September 26, 2017
As e-commerce merchants continue to invest in fraud prevention, those efforts cost, on average, 8 percent of their annual revenue, up from 7.6 percent last year, according to a new report. Exploring the Financial Impact of Fraud in a Digital World, commissioned by antifraud technology provider Vesta and undertaken by Javelin Strategy & Research, found digital-only merchants are devoting even more resources to fraud prevention—9.7 percent of their yearly revenue.
And, despite the additional investment, many merchants are struggling to keep up, according to the data.
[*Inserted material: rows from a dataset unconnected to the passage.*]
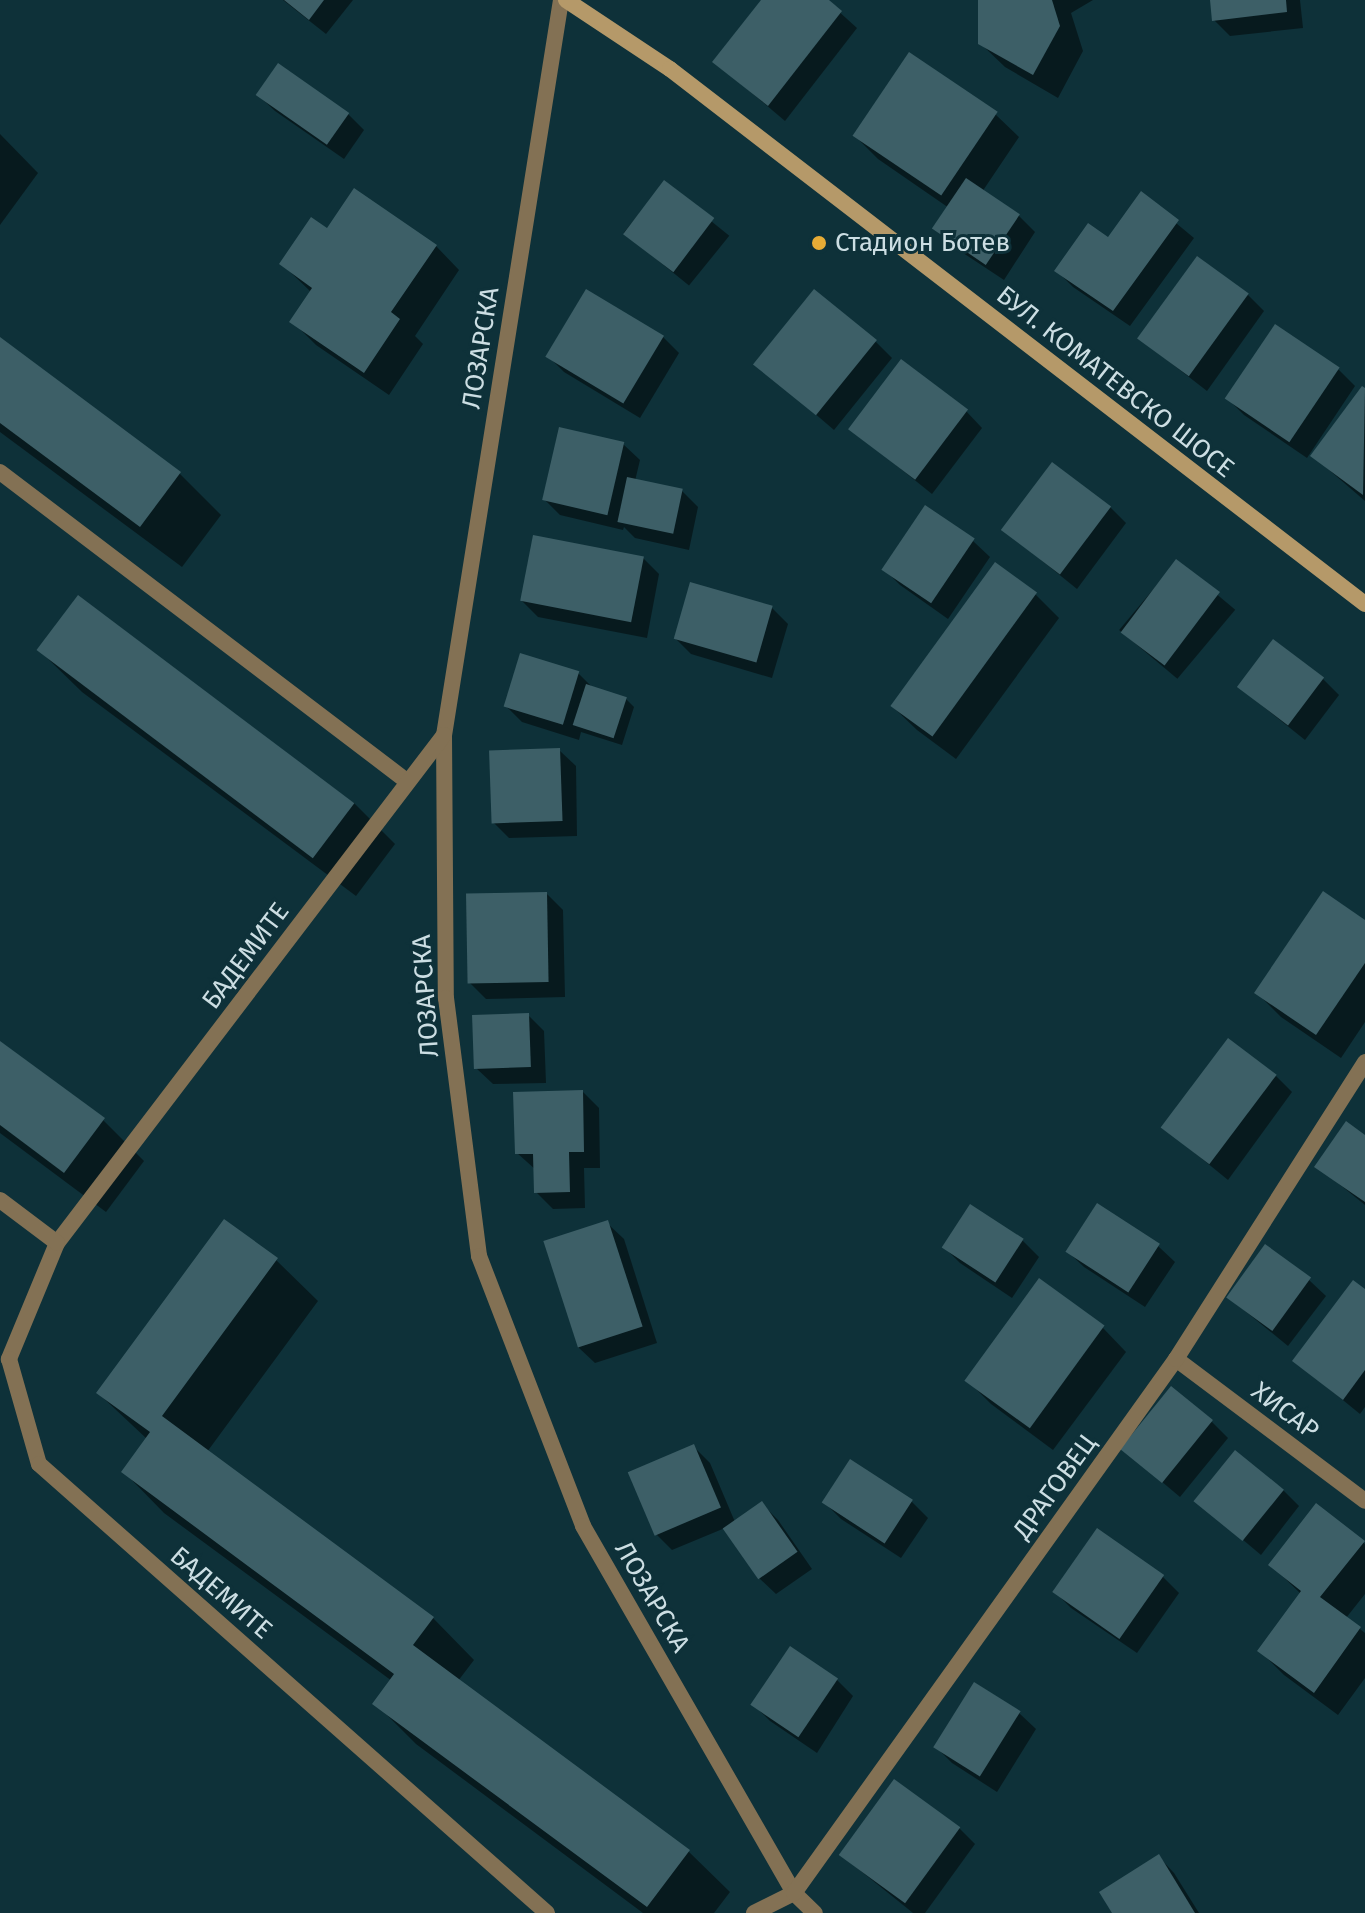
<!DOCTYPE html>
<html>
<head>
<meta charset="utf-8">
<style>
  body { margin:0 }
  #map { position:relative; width:1365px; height:1913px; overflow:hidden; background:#0e3139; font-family:"Fira Sans",sans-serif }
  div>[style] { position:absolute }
  .shadow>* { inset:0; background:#0007; transform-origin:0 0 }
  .building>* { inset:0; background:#3d5f67; transform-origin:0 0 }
  .street>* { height:16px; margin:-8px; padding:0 8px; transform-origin:8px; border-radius:8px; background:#837154 }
  .secondary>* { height:16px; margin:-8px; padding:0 8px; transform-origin:8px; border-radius:8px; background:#b59969 }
  .dots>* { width:22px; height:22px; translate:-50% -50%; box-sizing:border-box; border:4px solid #0e3139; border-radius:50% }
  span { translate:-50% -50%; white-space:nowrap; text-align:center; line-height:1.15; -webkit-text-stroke:6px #0e3139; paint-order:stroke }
  .poi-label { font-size:26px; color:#ccdee3 }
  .left { translate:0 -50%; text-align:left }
  .street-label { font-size:26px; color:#ccdee3 }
</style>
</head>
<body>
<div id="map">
  <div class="shadow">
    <i style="clip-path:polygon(283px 0,353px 0,326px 34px)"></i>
    <i style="clip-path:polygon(764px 0,826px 0,857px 28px,785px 121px,715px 62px)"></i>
    <i style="clip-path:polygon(980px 0,1093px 0,1071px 13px,1083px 51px,1058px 98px,1005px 67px,980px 43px)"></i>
    <i style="clip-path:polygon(1212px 0,1300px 0,1303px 28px,1230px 36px,1214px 20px)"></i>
    <i style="clip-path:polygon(258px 95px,348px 114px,364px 130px,344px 159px,275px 111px)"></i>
    <i style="clip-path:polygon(995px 114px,1019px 137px,982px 192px,1019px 216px,1035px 232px,1004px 280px,951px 245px,935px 228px,949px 208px,878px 159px,854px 135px)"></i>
    <i style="clip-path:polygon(0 134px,38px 173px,0 225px)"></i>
    <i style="left:664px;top:183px;width:84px;height:64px;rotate:39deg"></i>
    <i style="clip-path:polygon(1141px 194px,1194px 238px,1130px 326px,1073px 287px,1057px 271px,1108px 239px)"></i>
    <i style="clip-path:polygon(328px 231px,436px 246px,459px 270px,415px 336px,423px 344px,389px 395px,316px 345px,292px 321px,311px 292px,282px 264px)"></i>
    <i style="clip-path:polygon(586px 291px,663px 337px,679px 353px,640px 418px,564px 372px,548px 356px)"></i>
    <i style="clip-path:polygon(1248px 295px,1264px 311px,1207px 391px,1140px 339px)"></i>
    <i style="clip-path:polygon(1276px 327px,1339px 370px,1355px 386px,1307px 458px,1244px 415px,1228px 399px)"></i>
    <i style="clip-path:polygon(0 340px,180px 474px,221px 515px,182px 567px,0 432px)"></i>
    <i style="clip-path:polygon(876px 342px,892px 358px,834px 430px,757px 364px)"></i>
    <i style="clip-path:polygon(1363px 389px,1365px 391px,1365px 501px,1313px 456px)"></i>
    <i style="clip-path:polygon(966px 411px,982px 428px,932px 494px,850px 428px)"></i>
    <i style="clip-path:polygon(623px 444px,640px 460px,635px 481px,682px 491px,698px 507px,689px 550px,635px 538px,624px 527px,623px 530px,560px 515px,544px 499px)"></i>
    <i style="clip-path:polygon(1110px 507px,1126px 523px,1077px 589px,1004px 530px)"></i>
    <i style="clip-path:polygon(973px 541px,990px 557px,948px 619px,900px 585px,884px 569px)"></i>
    <i style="clip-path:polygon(643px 558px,659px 574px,647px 638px,538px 617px,522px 601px)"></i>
    <i style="left:1177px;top:561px;width:76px;height:90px;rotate:40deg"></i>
    <i style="clip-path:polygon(1035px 594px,1059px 618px,956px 759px,917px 730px,893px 707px)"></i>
    <i style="clip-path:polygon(772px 608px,788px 624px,772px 678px,691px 654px,675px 638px)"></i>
    <i style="clip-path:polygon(40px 651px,354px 803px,395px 844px,356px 896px,82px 692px)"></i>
    <i style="clip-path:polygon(578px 673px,594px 689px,626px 699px,634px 707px,622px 745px,581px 732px,579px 740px,522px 722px,506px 706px)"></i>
    <i style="clip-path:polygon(1323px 679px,1339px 695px,1305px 740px,1239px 687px)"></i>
    <i style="clip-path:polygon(559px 750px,576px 766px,577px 836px,509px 838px,493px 822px)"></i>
    <i style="clip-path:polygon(547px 894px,563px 910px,565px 997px,486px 999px,470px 983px)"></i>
    <i style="clip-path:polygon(1365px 922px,1365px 1022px,1341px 1058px,1281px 1017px,1257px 993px)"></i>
    <i style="clip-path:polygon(528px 1015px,544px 1031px,546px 1083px,493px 1084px,476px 1068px)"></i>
    <i style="clip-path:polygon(0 1043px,103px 1120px,144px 1161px,106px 1212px,0 1133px)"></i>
    <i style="clip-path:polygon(1276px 1076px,1292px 1092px,1228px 1180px,1163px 1127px)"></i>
    <i style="clip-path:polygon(583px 1092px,599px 1108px,600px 1168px,584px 1168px,585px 1208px,553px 1209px,536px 1192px,536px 1170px,517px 1153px)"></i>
    <i style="clip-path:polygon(1365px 1137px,1365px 1205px,1317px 1166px)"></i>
    <i style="clip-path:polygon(970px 1207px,1023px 1241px,1039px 1257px,1012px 1298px,960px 1263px,944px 1247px)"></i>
    <i style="clip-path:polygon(607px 1223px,624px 1239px,657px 1343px,595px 1363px,578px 1347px)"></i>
    <i style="clip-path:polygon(1158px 1246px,1175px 1262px,1145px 1307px,1084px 1267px,1067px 1251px)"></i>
    <i style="clip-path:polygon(276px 1260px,318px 1301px,207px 1452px,433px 1618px,474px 1660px,458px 1681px,688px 1851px,730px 1892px,714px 1913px,643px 1913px,416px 1744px,375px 1703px,392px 1681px,164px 1513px,123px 1471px,147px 1439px,98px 1393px)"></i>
    <i style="clip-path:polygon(1309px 1280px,1326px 1296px,1288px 1346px,1228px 1297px)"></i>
    <i style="clip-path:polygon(1365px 1292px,1365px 1407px,1360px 1414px,1295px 1361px)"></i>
    <i style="clip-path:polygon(1103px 1328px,1126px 1352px,1053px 1450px,991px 1404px,967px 1380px)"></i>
    <i style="clip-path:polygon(1212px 1422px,1228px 1438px,1180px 1497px,1123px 1449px)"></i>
    <i style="clip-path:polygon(694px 1447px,710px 1463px,735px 1522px,762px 1504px,778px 1520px,812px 1569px,776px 1594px,759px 1578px,725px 1528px,672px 1550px,656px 1534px,630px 1474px)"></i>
    <i style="clip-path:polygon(1283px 1490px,1299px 1506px,1261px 1555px,1197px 1501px)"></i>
    <i style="clip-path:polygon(912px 1502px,928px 1518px,901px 1558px,841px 1519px,825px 1503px)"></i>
    <i style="clip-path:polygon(1316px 1506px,1365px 1544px,1365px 1594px,1346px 1618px,1365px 1633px,1365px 1678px,1338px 1715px,1284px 1675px,1260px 1651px,1301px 1594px,1270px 1564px)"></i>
    <i style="clip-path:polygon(1163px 1577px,1179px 1593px,1137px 1653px,1071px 1608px,1055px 1592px)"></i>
    <i style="clip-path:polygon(790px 1649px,837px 1680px,853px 1696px,817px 1753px,770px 1721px,753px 1704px)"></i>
    <i style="clip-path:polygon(1019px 1713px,1036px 1729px,997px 1792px,952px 1763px,936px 1747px)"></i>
    <i style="clip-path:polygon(959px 1828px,975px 1844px,925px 1913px,913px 1913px,841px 1855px)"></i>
    <i style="clip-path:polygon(1158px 1856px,1174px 1873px,1199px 1913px,1114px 1913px)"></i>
  </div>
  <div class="building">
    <i style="clip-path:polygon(284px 0,324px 0,309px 20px)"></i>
    <i style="clip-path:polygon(761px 0,829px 0,842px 11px,768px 106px,712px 62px)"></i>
    <i style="clip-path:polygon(978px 0,1052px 0,1060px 26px,1033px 75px,978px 44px)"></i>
    <i style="clip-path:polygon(1210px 0,1286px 0,1287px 12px,1212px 21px)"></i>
    <i style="left:909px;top:52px;width:107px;height:101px;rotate:34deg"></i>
    <i style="left:278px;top:63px;width:87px;height:39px;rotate:35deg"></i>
    <i style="left:966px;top:178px;width:65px;height:61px;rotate:34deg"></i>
    <i style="left:664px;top:180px;width:63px;height:68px;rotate:37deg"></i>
    <i style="clip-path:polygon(354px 188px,437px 245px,391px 312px,400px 319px,364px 373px,289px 322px,312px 288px,279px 264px,311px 217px,327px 228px)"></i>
    <i style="clip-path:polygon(1141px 191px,1179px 220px,1113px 311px,1054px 271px,1088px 223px,1108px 237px)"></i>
    <i style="left:1197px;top:256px;width:64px;height:102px;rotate:36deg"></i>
    <i style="left:586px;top:289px;width:91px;height:79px;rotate:31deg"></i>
    <i style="left:814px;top:289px;width:81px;height:97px;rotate:39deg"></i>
    <i style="left:1275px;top:324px;width:78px;height:90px;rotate:34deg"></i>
    <i style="clip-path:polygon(0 337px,181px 472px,140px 527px,0 423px)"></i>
    <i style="left:901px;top:359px;width:84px;height:88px;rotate:37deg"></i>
    <i style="clip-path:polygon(1362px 386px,1365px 388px,1363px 495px,1310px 456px)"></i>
    <i style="left:559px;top:427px;width:67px;height:75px;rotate:13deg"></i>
    <i style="left:1052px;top:462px;width:74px;height:85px;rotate:37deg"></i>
    <i style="left:627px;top:477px;width:57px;height:46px;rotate:12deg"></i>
    <i style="left:925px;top:505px;width:60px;height:78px;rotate:34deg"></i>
    <i style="left:533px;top:535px;width:113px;height:67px;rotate:11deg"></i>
    <i style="left:1176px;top:559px;width:55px;height:92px;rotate:37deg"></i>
    <i style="left:995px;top:562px;width:52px;height:178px;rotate:36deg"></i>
    <i style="left:690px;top:582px;width:86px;height:59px;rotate:16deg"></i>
    <i style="left:78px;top:595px;width:346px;height:69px;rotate:37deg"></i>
    <i style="left:1273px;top:639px;width:64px;height:60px;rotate:37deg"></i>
    <i style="left:520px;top:653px;width:62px;height:56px;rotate:17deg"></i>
    <i style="left:586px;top:684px;width:43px;height:43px;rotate:18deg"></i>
    <i style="left:560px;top:748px;width:73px;height:71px;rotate:88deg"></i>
    <i style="clip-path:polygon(1323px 891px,1365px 920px,1365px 963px,1316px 1035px,1254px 993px)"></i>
    <i style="left:547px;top:892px;width:90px;height:81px;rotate:89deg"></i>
    <i style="left:529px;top:1013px;width:54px;height:57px;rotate:88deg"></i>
    <i style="left:1228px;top:1038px;width:61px;height:112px;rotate:37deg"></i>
    <i style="clip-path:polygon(0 1041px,105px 1118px,64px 1173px,0 1125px)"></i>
    <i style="clip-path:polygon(583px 1090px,584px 1152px,569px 1152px,570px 1192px,534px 1193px,533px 1154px,515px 1154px,513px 1092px)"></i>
    <i style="clip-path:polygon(1346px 1121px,1365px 1135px,1365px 1202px,1314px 1167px)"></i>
    <i style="left:1097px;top:1203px;width:75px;height:58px;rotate:33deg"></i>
    <i style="left:970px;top:1204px;width:64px;height:52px;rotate:33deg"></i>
    <i style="clip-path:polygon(224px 1219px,278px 1258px,162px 1416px,434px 1617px,413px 1645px,690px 1850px,647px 1907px,372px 1704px,394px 1674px,121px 1472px,150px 1432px,96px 1393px)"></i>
    <i style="left:608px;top:1220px;width:112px;height:68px;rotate:72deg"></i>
    <i style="left:1265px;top:1244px;width:57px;height:66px;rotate:36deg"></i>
    <i style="left:1039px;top:1278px;width:81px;height:127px;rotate:36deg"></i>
    <i style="clip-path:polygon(1353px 1280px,1365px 1289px,1365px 1370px,1343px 1400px,1292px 1361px)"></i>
    <i style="left:1171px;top:1386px;width:54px;height:81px;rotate:39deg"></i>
    <i style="left:694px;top:1444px;width:69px;height:72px;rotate:67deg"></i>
    <i style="left:1235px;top:1450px;width:63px;height:66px;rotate:39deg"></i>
    <i style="left:850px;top:1459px;width:75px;height:52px;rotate:33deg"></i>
    <i style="left:762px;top:1501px;width:62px;height:48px;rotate:55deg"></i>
    <i style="clip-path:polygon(1316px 1503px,1365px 1541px,1320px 1597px,1361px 1627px,1314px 1693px,1257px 1651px,1301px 1591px,1268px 1565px)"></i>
    <i style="left:1097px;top:1528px;width:82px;height:78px;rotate:35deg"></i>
    <i style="left:790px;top:1646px;width:58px;height:71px;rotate:34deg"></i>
    <i style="left:974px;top:1682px;width:55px;height:77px;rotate:32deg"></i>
    <i style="left:894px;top:1779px;width:82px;height:94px;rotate:36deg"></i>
    <i style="clip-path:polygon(1159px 1854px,1195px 1913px,1112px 1913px,1099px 1892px)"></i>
  </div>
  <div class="street">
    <i style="left:561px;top:0;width:744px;rotate:99.04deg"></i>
    <i style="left:444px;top:735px;width:263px;rotate:89.6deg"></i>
    <i style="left:446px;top:998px;width:260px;rotate:82.7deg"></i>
    <i style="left:479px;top:1256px;width:289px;rotate:68.9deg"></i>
    <i style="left:583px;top:1526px;width:423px;rotate:60.1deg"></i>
    <i style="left:794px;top:1893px;width:29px;rotate:44deg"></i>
    <i style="left:0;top:472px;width:512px;rotate:37.23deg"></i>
    <i style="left:444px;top:735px;width:639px;rotate:127.3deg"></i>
    <i style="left:57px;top:1243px;width:126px;rotate:112.5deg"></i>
    <i style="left:9px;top:1359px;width:109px;rotate:74.1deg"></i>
    <i style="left:39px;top:1464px;width:678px;rotate:41.47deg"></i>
    <i style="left:0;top:1200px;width:71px;rotate:37deg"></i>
    <i style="left:1176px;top:1359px;width:236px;rotate:36.9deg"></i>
    <i style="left:754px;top:1913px;width:45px;rotate:-26.6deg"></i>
    <i style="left:794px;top:1893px;width:657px;rotate:-54.42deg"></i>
    <i style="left:1176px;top:1359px;width:352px;rotate:-57.5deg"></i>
  </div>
  <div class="secondary">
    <i style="left:566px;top:0;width:125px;rotate:33.6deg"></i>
    <i style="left:670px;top:69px;width:877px;rotate:37.59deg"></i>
  </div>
  <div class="dots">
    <i style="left:819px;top:243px;background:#e7ac36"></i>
  </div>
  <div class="poi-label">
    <span class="left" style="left:835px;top:243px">Стадион Ботев</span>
  </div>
  <div class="street-label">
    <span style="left:481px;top:348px;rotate:-81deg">ЛОЗАРСКА</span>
    <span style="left:1115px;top:382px;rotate:38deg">БУЛ. КОМАТЕВСКО ШОСЕ</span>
    <span style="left:246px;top:956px;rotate:-53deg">БАДЕМИТЕ</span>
    <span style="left:426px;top:996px;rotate:-94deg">ЛОЗАРСКА</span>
    <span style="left:1285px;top:1411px;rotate:37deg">ХИСАР</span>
    <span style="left:1055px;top:1487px;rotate:-54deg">ДРАГОВЕЦ</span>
    <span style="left:221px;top:1593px;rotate:41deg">БАДЕМИТЕ</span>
    <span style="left:652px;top:1597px;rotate:60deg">ЛОЗАРСКА</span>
  </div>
</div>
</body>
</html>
Losses from chargebacks spiked compared to the year before—digital-goods merchants reported 60 percent more revenue lost to chargebacks in 2017 compared to 2016, while the losses of physical-goods merchants grew 75 percent from last year to this year.
“Merchants’ fraud costs continue to rise year over year,” said Javelin Research Director Al Pascual. “While some merchants have experimented with new fraud-fighting tools and tactics, on the whole, they haven’t been able to keep pace with dynamic fraudulent threats.”
From an operational standpoint, e-commerce merchants devoted 21 percent of their budgets to fraud management in 2017 compared to 18 percent in 2016 and the number was even higher for merchants that sold only digital goods.
The report makes several recommendations, noting merchants must move beyond static authentication methods like username/password combinations. They also must implement newer fraud mitigation tools like behavioral biometrics, 3D Secure 2.0 technology and others that “maximize fraud prevention while minimizing impact to customer experience,” the report said.